Conjugation Sheet: 보다 (see / watch / try)

보다 is one stem doing an unreasonable amount of work. As a main verb it covers see, watch, read, meet, taste, and take (an exam) — 영화를 보다 (watch a film), 신문을 보다 (read a paper), 시험을 보다 (sit an exam), 맛을 보다 (taste). Then it grammaticalizes into the auxiliary -아/어 보다 ("try ~ing"), so you meet 보다 not only on its own but bolted onto nearly every other verb: 먹어 봐요 (try eating), 가 봤어요 (have been / tried going). English keeps all of this apart across half a dozen words; Korean runs it through one verb. This sheet lays out the full paradigm, then the two extensions — the humble 뵙다 and the auxiliary — that make 보다 a verb you use in almost every conversation.

The stem at a glance

  • Dictionary form: 보다 · stem: 보- · ends in: the vowel ㅗ (no batchim)
  • Harmony vowel: ㅗ is a bright vowel, so -아/어 endings take — but 보 + 아 immediately contracts to 봐 (ㅗ + ㅏ → ㅘ).

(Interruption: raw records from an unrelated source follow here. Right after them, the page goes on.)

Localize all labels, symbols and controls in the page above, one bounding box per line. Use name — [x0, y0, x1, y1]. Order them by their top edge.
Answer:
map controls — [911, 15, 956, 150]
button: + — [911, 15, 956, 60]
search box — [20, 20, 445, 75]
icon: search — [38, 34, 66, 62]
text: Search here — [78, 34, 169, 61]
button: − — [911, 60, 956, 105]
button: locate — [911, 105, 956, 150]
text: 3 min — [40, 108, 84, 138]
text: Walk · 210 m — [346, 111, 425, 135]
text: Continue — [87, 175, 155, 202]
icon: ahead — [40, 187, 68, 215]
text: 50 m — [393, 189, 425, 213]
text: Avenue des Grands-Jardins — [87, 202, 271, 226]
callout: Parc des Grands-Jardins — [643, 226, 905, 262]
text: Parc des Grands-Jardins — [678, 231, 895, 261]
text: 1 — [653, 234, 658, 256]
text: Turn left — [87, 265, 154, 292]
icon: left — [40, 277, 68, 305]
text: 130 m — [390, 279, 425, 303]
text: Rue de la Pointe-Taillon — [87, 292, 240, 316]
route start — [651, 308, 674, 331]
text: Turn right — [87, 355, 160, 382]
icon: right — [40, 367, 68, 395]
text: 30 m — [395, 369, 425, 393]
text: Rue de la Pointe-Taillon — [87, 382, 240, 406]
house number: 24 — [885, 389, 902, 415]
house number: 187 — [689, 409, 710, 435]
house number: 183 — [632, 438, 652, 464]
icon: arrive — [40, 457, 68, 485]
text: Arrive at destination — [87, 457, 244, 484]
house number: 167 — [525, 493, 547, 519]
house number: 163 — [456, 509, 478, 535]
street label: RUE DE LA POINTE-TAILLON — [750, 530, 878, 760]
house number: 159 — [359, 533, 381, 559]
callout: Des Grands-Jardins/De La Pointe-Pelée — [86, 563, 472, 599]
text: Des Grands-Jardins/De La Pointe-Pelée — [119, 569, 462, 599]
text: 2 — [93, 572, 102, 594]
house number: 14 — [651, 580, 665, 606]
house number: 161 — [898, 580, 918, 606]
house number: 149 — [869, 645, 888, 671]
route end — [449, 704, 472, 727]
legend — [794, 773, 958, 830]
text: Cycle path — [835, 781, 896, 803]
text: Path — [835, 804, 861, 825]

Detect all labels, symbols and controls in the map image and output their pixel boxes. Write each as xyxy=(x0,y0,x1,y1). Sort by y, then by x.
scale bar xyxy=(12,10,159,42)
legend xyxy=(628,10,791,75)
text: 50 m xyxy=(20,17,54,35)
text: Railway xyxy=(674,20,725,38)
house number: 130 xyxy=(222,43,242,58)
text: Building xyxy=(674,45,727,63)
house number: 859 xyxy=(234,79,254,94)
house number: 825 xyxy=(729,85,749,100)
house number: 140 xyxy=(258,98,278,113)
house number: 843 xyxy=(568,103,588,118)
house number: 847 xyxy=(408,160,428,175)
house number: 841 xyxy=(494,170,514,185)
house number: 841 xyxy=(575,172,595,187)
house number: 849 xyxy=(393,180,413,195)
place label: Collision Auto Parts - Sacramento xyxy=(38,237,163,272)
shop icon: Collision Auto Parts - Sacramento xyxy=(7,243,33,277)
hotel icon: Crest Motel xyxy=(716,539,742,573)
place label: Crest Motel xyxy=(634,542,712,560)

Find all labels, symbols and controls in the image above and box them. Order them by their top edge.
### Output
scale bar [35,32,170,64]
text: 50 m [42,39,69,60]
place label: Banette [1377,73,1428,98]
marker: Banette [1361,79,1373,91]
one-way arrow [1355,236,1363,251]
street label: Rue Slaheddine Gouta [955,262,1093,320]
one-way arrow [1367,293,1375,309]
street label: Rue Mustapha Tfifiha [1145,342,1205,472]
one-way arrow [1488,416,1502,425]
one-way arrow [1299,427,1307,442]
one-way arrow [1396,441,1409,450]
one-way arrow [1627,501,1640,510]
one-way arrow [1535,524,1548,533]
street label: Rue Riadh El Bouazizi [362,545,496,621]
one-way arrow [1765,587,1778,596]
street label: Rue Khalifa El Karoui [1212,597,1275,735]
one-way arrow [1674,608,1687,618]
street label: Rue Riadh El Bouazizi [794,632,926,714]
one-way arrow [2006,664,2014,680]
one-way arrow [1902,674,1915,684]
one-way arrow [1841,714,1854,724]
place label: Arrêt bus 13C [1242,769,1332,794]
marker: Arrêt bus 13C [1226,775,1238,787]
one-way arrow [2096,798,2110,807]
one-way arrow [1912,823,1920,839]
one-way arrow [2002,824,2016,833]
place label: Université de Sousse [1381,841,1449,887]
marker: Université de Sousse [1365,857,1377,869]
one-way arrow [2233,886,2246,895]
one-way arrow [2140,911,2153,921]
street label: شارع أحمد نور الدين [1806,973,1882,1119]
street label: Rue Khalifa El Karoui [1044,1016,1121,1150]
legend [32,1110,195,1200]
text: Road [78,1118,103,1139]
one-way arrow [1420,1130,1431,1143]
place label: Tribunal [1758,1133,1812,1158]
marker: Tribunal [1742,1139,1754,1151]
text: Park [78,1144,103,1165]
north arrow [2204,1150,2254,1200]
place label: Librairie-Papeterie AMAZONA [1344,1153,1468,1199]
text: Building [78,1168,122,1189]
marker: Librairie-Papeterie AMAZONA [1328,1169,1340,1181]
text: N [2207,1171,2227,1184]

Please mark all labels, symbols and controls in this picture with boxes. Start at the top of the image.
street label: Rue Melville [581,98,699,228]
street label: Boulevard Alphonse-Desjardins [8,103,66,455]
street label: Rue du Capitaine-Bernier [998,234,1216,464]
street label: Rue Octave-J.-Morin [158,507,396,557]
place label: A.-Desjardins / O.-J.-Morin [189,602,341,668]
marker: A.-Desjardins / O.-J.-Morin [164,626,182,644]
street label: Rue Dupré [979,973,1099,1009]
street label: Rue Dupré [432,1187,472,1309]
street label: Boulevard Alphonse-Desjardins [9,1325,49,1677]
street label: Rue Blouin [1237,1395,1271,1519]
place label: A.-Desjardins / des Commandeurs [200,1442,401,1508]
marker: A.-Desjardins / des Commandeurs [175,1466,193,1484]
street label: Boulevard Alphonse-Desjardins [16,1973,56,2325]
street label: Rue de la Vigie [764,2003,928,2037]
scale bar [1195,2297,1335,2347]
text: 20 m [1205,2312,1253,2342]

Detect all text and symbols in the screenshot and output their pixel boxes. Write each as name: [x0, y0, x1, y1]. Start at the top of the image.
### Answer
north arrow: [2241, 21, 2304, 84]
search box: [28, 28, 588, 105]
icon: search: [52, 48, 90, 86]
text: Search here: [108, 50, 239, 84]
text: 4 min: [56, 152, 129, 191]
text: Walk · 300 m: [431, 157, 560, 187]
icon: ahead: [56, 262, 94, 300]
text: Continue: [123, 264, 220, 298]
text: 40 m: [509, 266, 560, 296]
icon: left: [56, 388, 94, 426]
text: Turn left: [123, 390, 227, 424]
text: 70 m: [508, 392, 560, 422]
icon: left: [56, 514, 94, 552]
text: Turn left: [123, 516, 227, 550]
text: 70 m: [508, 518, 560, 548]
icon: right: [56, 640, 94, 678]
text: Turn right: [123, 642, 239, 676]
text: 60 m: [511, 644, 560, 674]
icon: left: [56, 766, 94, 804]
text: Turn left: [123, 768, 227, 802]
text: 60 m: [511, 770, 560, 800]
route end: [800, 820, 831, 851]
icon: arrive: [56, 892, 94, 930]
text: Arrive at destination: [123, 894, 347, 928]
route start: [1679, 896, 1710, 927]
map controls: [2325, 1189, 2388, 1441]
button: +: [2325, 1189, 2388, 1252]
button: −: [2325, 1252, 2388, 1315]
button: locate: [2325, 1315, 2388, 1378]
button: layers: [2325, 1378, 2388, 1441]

The uncontracted 보아요 is dated/literary; everyday Korean is 봐요.
  • Vowel-stem signature: no 으 buffer (보세요, 본, 볼, 보면 — never ×보으세요), and the formal present is -ㅂ니다 (봅니다), not -습니다.

Full paradigm: finite forms by speech level

The everyday default is 해요체; reach for the formal or intimate column only when the situation calls for it.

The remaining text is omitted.